A limitation to this study relates to external validity (generalizability), in that only charts within the system (limited by geography, hospital not-for-profit status) were selected. Results may be biased because random sampling was used instead of cluster sampling based on ordering physician; the authors did not investigate whether there was a relationship between follow-up rates and ordering physician. Moreover, the sample size was too small to perform formal statistical analysis. Patients who died were excluded due to the time frame of analysis. Additionally, complication rates were not collected, and estimates for the incidence rates and costs associated with each complication had to be estimated from previous literature using populations that may not exactly match the population in this study. We could not find data on what percentage of precancerous lesions, if not removed, would eventually be discovered as local CRC versus distant CRC. Thus, we calculated that all of these would be discovered as distant CRC, although this is probably not the case. Although we did our best to stay true to appropriate estimations for hospital costs, many of the primary source estimations vary widely. Our analysis did not consider the cost-benefit scenario of uninsured or underinsured populations. This population is less likely to receive CRC screening, and any malignancies found tend to be in a later stage (distant CRC) compared to malignancies found in those with health insurance. However, many hospitals, physicians, and pharmaceutical companies provide a degree of charity care annually, and it would not be unreasonable to think that providing charity care for screening would be more cost-effective from a population health and integrated health system perspective. Finally, this investigation assumed that all lesions were removed through endoscopy, but larger lesions may need to be removed through colectomy. However, this is relatively uncommon compared to endoscopic removal and, given the small size used in this investigation, would not be likely to impact the financial outcome.
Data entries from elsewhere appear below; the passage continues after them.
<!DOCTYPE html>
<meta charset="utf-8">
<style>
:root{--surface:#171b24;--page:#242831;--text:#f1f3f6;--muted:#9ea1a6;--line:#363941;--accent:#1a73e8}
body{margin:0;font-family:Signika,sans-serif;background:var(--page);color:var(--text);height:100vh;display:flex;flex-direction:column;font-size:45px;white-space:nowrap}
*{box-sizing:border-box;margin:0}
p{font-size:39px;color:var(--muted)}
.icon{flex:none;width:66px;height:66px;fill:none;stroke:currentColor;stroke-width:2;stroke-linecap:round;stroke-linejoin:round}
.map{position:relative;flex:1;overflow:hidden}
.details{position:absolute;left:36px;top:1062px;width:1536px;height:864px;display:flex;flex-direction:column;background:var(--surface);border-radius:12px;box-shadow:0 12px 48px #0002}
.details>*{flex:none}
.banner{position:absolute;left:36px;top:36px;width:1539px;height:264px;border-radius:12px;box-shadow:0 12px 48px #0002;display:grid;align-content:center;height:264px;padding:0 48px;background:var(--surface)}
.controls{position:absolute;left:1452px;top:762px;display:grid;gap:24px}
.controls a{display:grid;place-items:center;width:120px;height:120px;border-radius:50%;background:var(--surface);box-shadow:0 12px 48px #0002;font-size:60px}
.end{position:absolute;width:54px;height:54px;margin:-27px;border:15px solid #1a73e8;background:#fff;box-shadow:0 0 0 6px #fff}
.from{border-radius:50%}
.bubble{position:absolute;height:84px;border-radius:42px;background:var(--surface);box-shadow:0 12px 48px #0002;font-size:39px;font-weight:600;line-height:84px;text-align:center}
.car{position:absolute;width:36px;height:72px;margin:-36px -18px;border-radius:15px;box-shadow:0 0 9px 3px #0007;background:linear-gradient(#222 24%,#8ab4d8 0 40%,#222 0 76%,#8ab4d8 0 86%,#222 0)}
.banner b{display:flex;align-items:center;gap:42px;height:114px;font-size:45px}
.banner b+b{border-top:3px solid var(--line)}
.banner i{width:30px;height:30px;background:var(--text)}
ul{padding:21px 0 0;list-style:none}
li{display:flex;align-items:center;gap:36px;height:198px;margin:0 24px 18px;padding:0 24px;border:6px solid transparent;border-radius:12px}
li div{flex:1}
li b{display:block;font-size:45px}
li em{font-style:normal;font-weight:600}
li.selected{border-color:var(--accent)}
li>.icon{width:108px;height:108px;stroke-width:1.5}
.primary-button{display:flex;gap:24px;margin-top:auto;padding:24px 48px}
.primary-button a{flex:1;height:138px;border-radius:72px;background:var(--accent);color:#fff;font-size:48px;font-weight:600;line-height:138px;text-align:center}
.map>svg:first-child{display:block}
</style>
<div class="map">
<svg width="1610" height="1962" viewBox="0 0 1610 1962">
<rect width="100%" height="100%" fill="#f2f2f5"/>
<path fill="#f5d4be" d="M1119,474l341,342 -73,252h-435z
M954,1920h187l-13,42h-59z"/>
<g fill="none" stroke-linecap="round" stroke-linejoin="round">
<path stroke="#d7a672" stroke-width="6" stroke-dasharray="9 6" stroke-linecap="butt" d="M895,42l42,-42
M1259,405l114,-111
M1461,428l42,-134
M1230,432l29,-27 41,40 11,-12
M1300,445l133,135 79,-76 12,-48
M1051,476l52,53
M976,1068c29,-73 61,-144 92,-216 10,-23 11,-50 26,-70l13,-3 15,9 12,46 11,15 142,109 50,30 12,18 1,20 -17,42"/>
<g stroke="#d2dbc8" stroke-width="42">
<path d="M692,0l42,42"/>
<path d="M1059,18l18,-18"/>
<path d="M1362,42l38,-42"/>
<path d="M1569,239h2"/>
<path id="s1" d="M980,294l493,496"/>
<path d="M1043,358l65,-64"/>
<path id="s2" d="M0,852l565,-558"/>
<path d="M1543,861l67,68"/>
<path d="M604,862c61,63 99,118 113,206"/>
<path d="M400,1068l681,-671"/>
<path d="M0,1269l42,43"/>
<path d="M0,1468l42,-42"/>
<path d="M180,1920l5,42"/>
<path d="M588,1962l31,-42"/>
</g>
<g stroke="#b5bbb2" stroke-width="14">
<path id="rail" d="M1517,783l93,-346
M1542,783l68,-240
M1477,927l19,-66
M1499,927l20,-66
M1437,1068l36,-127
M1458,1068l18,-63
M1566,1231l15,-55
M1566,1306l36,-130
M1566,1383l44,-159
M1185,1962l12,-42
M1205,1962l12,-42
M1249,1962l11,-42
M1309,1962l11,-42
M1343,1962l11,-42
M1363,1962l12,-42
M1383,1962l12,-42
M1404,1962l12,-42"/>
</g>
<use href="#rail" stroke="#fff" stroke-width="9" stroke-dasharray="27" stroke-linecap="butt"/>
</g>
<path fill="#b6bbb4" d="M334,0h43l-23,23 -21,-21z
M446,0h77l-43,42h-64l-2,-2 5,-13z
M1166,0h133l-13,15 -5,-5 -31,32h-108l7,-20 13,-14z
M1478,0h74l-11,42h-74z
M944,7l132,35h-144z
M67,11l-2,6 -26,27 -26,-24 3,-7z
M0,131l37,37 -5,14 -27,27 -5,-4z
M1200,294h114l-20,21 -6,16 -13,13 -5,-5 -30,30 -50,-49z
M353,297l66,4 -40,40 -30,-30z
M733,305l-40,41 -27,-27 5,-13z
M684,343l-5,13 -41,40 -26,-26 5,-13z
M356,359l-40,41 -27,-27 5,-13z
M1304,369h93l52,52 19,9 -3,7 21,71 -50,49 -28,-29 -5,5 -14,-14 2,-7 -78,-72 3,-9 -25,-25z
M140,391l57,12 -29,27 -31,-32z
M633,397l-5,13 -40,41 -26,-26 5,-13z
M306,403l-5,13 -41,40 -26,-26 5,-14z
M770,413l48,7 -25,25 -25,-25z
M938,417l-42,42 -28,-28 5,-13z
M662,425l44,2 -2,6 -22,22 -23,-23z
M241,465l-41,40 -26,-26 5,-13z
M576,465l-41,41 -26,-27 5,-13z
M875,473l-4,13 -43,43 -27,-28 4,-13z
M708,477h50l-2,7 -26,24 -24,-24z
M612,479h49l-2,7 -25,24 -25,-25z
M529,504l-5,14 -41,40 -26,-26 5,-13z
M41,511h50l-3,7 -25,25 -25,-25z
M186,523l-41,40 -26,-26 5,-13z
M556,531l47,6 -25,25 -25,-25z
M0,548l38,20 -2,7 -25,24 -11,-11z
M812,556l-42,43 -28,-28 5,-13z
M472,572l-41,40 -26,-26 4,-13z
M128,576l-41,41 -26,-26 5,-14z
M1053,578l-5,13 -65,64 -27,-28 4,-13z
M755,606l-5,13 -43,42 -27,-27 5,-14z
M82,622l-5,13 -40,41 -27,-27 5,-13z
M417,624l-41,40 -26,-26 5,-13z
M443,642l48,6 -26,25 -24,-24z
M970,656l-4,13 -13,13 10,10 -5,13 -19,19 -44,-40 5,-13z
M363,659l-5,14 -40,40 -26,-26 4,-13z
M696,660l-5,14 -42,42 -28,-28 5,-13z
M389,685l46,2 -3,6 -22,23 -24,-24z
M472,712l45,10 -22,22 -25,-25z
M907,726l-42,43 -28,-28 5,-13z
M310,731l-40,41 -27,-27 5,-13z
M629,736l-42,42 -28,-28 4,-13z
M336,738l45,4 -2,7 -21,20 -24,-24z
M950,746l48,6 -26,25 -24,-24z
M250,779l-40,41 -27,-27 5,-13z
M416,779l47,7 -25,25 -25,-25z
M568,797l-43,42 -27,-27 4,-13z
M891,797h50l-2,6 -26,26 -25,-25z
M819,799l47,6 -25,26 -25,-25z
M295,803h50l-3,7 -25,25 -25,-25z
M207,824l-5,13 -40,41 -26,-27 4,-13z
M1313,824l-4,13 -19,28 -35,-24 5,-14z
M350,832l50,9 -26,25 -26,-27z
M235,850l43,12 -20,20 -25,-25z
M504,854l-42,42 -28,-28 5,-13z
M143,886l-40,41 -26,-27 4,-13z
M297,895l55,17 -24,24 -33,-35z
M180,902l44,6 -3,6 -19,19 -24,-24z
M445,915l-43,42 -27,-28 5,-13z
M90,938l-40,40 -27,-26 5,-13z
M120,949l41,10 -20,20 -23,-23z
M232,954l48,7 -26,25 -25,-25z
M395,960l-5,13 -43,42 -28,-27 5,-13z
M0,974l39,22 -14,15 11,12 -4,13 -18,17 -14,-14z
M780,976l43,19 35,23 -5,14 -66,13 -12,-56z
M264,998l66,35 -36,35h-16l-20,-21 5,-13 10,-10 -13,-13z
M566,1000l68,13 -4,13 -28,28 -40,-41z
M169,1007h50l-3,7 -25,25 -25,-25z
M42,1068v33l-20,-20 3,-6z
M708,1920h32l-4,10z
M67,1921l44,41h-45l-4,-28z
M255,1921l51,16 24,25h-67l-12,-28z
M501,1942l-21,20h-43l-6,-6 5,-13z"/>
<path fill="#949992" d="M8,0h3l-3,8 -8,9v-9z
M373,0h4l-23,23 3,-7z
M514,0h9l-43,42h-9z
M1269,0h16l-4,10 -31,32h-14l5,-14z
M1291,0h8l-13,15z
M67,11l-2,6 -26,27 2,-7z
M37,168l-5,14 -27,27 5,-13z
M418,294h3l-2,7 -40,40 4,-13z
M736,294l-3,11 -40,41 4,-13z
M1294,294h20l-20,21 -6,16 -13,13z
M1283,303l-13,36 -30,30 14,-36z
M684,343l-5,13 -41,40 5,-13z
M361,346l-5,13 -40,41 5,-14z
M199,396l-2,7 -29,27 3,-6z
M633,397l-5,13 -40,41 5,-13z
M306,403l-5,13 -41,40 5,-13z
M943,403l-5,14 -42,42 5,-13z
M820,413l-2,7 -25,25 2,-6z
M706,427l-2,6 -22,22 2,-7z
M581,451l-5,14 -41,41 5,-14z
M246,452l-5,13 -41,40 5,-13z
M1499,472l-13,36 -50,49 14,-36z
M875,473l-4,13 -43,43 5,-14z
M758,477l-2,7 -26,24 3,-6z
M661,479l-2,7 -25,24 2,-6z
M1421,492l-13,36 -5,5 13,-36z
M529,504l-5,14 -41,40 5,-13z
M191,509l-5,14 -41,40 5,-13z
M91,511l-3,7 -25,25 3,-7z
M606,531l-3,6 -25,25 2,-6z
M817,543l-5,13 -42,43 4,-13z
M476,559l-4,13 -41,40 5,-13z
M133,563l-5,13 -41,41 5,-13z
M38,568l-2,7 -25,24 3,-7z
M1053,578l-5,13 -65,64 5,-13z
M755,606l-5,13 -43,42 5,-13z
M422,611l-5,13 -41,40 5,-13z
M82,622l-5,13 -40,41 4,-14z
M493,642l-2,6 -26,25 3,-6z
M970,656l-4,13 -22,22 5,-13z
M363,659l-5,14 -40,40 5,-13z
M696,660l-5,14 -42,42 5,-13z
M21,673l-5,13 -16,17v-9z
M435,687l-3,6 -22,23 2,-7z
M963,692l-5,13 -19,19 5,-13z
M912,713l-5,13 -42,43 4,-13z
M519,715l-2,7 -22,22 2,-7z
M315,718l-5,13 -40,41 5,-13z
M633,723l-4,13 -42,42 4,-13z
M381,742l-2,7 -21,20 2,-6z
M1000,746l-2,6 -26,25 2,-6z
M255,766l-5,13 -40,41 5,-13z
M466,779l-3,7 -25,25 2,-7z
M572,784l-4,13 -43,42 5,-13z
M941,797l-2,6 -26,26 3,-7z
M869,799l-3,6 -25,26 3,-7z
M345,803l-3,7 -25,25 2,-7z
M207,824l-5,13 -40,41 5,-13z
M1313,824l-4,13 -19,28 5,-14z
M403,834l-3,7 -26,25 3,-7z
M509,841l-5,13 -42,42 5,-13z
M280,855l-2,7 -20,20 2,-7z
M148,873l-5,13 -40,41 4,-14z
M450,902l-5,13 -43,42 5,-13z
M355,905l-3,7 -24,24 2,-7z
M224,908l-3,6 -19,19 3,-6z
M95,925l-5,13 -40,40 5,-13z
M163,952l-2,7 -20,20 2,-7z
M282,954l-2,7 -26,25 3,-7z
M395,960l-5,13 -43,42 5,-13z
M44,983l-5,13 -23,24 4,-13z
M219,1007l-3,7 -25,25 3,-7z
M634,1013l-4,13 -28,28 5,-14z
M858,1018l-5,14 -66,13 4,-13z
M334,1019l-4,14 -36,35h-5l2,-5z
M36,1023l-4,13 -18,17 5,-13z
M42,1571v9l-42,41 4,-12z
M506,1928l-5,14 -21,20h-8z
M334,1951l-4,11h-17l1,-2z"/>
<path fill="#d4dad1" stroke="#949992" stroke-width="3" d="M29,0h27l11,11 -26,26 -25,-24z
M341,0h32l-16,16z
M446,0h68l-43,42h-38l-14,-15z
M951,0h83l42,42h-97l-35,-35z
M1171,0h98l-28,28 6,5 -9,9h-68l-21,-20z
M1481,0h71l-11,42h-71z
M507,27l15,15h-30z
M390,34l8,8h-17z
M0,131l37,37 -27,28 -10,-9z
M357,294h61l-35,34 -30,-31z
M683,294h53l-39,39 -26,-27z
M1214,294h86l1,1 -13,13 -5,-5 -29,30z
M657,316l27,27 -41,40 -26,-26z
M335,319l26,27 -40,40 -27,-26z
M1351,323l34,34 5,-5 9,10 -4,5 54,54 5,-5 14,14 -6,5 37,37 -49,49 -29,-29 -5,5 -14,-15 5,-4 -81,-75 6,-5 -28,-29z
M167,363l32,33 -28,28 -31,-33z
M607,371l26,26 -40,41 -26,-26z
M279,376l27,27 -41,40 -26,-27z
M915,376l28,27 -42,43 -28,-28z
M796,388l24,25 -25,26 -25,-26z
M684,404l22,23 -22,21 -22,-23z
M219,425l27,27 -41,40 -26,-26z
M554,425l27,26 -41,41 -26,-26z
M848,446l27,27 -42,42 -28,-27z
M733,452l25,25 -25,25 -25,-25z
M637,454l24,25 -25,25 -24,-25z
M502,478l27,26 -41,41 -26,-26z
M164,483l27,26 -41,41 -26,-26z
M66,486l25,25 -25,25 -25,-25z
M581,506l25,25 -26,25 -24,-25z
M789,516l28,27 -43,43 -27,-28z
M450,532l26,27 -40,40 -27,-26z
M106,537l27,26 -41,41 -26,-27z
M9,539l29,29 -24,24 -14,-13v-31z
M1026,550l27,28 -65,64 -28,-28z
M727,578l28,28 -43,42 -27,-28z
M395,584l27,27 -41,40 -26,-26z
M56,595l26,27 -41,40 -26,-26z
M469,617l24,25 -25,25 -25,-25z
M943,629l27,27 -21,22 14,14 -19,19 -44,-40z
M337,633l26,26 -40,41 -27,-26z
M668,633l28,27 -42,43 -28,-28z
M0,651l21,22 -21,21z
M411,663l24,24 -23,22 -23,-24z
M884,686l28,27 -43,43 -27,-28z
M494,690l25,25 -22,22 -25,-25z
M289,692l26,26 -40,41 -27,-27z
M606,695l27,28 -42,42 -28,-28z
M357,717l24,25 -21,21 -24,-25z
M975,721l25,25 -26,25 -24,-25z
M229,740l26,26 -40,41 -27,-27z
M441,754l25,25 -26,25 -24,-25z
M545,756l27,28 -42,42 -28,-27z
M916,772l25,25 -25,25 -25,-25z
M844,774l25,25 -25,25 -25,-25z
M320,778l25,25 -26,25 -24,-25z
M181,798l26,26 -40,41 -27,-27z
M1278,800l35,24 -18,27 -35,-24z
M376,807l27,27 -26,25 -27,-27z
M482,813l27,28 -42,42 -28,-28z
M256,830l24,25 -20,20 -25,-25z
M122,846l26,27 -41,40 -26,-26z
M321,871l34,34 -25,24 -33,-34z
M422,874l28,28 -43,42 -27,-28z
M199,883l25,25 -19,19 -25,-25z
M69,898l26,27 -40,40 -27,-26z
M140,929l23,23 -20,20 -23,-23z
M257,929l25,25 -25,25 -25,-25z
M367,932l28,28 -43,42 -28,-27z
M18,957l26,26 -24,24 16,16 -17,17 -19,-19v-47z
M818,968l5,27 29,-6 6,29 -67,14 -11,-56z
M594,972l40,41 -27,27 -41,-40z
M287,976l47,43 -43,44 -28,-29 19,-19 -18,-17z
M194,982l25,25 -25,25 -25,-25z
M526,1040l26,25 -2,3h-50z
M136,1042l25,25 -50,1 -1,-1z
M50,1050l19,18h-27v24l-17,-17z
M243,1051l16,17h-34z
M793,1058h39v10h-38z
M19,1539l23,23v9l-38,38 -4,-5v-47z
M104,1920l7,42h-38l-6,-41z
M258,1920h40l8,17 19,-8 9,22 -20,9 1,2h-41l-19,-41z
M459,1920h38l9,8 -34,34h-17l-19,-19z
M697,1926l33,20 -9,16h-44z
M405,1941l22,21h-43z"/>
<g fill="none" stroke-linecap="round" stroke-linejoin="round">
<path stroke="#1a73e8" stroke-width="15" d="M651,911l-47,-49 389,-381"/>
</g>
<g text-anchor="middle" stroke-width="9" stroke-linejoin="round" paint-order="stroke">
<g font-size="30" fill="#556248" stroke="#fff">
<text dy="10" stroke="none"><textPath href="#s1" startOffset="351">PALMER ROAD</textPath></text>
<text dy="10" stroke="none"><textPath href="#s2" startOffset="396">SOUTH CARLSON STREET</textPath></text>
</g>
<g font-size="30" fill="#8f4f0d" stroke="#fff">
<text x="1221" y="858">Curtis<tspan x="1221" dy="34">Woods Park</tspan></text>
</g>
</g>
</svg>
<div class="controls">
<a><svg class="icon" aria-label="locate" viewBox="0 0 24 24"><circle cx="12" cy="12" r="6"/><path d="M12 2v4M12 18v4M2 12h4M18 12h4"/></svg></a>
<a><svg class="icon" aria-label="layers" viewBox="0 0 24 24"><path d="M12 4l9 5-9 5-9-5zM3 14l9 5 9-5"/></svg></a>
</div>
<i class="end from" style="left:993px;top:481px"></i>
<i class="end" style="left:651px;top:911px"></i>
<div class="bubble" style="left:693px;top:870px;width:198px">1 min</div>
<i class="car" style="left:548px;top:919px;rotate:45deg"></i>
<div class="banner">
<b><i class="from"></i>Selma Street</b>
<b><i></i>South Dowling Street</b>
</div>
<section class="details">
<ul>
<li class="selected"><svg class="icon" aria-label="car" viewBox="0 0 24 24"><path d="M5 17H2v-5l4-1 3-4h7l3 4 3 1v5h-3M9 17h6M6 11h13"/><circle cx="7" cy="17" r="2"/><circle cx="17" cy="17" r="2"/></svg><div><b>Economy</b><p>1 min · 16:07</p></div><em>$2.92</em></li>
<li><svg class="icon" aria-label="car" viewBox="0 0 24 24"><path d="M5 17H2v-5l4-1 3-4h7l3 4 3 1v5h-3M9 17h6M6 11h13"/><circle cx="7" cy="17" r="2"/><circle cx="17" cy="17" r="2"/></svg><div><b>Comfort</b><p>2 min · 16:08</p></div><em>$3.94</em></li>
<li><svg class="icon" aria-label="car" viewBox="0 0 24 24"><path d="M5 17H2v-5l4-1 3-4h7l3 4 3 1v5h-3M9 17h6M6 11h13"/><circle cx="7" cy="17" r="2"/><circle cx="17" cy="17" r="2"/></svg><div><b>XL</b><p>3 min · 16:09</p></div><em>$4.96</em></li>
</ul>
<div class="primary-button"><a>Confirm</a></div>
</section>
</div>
Colorectal cancer is a devastating, prevalent, and expensive disease, but appropriate screening can significantly reduce its incidence and mortality. Adherence to screening guidelines, however, remains suboptimal. Though the assessed rate of follow-up after abnormal FIT (68.09%) is consistent with that found at other institutions, there is room for improvement, especially given the likely increase in new incidence and mortality rate. Health systems, ACOs, and payers should work together to structure financial incentives in a way that rewards providers for improved outreach and adherence guidelines. Optimized CRC screening could translate to the allocation of health care dollars toward other diseases.